*** Data for processing
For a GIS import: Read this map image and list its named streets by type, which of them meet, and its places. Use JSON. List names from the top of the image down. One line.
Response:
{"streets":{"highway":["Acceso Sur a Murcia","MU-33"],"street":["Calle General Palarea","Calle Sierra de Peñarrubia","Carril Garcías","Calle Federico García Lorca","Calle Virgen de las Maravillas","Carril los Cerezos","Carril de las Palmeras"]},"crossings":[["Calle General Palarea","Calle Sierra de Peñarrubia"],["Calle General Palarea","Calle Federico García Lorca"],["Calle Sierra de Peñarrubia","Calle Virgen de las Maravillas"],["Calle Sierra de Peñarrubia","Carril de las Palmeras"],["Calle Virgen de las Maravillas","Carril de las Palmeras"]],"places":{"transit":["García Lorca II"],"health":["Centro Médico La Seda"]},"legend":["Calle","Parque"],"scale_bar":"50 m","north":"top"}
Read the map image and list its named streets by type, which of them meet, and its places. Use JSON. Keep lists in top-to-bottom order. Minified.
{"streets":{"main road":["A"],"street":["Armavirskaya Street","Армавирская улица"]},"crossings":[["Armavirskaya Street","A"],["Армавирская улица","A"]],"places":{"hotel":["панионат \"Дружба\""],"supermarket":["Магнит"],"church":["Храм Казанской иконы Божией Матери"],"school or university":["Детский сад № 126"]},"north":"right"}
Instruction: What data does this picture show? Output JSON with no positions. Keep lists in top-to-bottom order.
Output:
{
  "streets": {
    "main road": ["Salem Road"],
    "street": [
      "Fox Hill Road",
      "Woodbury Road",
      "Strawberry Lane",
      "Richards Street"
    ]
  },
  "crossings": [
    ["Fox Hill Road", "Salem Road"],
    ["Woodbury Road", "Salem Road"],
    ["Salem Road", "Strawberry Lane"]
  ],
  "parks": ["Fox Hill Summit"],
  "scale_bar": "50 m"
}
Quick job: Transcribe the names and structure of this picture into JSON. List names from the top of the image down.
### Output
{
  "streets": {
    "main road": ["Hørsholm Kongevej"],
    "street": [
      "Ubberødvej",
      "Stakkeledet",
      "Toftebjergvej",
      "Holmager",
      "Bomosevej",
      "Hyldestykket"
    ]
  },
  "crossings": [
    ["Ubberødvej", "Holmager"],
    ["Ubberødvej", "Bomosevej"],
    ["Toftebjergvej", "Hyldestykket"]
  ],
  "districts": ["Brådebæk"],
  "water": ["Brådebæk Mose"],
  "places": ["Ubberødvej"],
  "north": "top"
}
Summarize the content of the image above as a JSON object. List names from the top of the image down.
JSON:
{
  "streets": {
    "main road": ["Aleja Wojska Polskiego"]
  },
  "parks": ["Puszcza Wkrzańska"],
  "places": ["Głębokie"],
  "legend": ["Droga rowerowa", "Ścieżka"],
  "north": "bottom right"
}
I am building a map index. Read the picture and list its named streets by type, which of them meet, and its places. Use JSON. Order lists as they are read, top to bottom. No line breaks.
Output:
******
→ What you are asked to do
Each of the entries above needs to be given again exactly.

→ Finished task
For a GIS import: Read this map image and list its named streets by type, which of them meet, and its places. Use JSON. List names from the top of the image down. One line.
Response:
{"streets":{"highway":["Acceso Sur a Murcia","MU-33"],"street":["Calle General Palarea","Calle Sierra de Peñarrubia","Carril Garcías","Calle Federico García Lorca","Calle Virgen de las Maravillas","Carril los Cerezos","Carril de las Palmeras"]},"crossings":[["Calle General Palarea","Calle Sierra de Peñarrubia"],["Calle General Palarea","Calle Federico García Lorca"],["Calle Sierra de Peñarrubia","Calle Virgen de las Maravillas"],["Calle Sierra de Peñarrubia","Carril de las Palmeras"],["Calle Virgen de las Maravillas","Carril de las Palmeras"]],"places":{"transit":["García Lorca II"],"health":["Centro Médico La Seda"]},"legend":["Calle","Parque"],"scale_bar":"50 m","north":"top"}
Read the map image and list its named streets by type, which of them meet, and its places. Use JSON. Keep lists in top-to-bottom order. Minified.
{"streets":{"main road":["A"],"street":["Armavirskaya Street","Армавирская улица"]},"crossings":[["Armavirskaya Street","A"],["Армавирская улица","A"]],"places":{"hotel":["панионат \"Дружба\""],"supermarket":["Магнит"],"church":["Храм Казанской иконы Божией Матери"],"school or university":["Детский сад № 126"]},"north":"right"}
Instruction: What data does this picture show? Output JSON with no positions. Keep lists in top-to-bottom order.
Output:
{
  "streets": {
    "main road": ["Salem Road"],
    "street": [
      "Fox Hill Road",
      "Woodbury Road",
      "Strawberry Lane",
      "Richards Street"
    ]
  },
  "crossings": [
    ["Fox Hill Road", "Salem Road"],
    ["Woodbury Road", "Salem Road"],
    ["Salem Road", "Strawberry Lane"]
  ],
  "parks": ["Fox Hill Summit"],
  "scale_bar": "50 m"
}
Quick job: Transcribe the names and structure of this picture into JSON. List names from the top of the image down.
### Output
{
  "streets": {
    "main road": ["Hørsholm Kongevej"],
    "street": [
      "Ubberødvej",
      "Stakkeledet",
      "Toftebjergvej",
      "Holmager",
      "Bomosevej",
      "Hyldestykket"
    ]
  },
  "crossings": [
    ["Ubberødvej", "Holmager"],
    ["Ubberødvej", "Bomosevej"],
    ["Toftebjergvej", "Hyldestykket"]
  ],
  "districts": ["Brådebæk"],
  "water": ["Brådebæk Mose"],
  "places": ["Ubberødvej"],
  "north": "top"
}
Summarize the content of the image above as a JSON object. List names from the top of the image down.
JSON:
{
  "streets": {
    "main road": ["Aleja Wojska Polskiego"]
  },
  "parks": ["Puszcza Wkrzańska"],
  "places": ["Głębokie"],
  "legend": ["Droga rowerowa", "Ścieżka"],
  "north": "bottom right"
}
I am building a map index. Read the picture and list its named streets by type, which of them meet, and its places. Use JSON. Order lists as they are read, top to bottom. No line breaks.
Output:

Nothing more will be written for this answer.